An exact repetition of every entry, with no images, is the required answer.

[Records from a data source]
* * * *
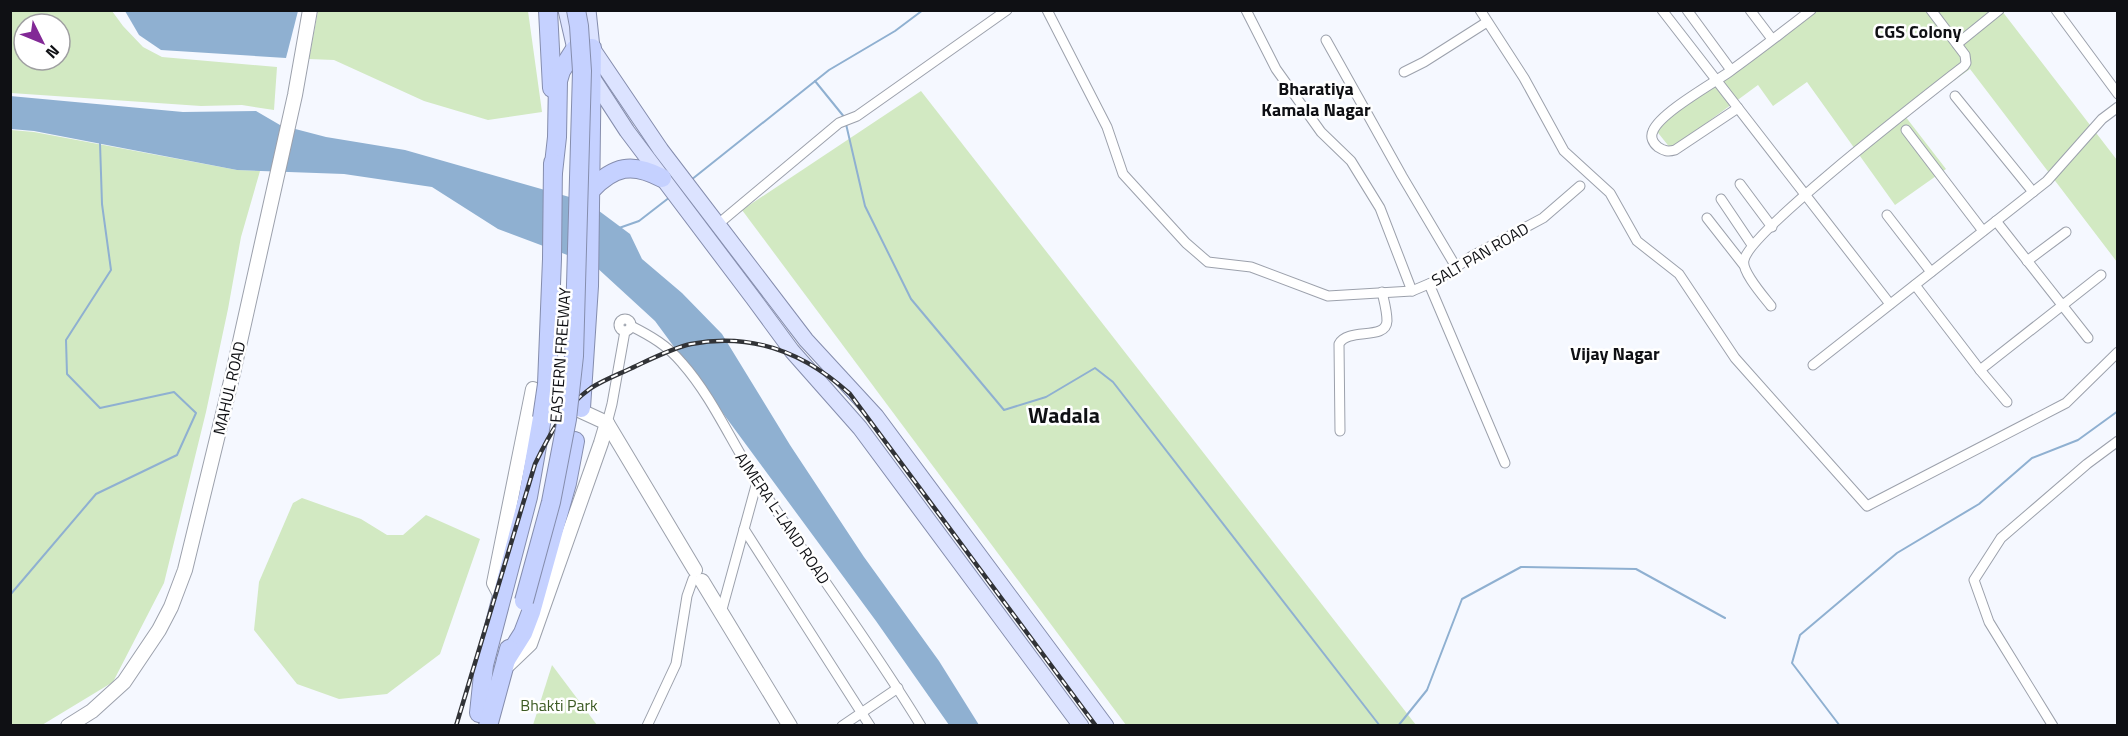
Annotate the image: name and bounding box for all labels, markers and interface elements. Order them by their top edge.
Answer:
north arrow [12,12,72,72]
district label: CGS Colony [1875,18,1961,45]
text: N [40,40,66,64]
district label: Bharatiya Kamala Nagar [1261,75,1371,123]
street label: SALT PAN ROAD [1427,216,1533,292]
street label: EASTERN FREEWAY [543,286,577,423]
street label: MAHUL ROAD [207,339,251,437]
district label: Vijay Nagar [1570,340,1660,367]
district label: Wadala [1028,398,1100,432]
street label: AJMERA L-LAND ROAD [730,447,836,589]
park label: Bhakti Park [520,693,598,717]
* * * *
▶ [Solution to this task]:
Annotate the image: name and bounding box for all labels, markers and interface elements. Order them by their top edge.
Answer:
north arrow [12,12,72,72]
district label: CGS Colony [1875,18,1961,45]
text: N [40,40,66,64]
district label: Bharatiya Kamala Nagar [1261,75,1371,123]
street label: SALT PAN ROAD [1427,216,1533,292]
street label: EASTERN FREEWAY [543,286,577,423]
street label: MAHUL ROAD [207,339,251,437]
district label: Vijay Nagar [1570,340,1660,367]
district label: Wadala [1028,398,1100,432]
street label: AJMERA L-LAND ROAD [730,447,836,589]
park label: Bhakti Park [520,693,598,717]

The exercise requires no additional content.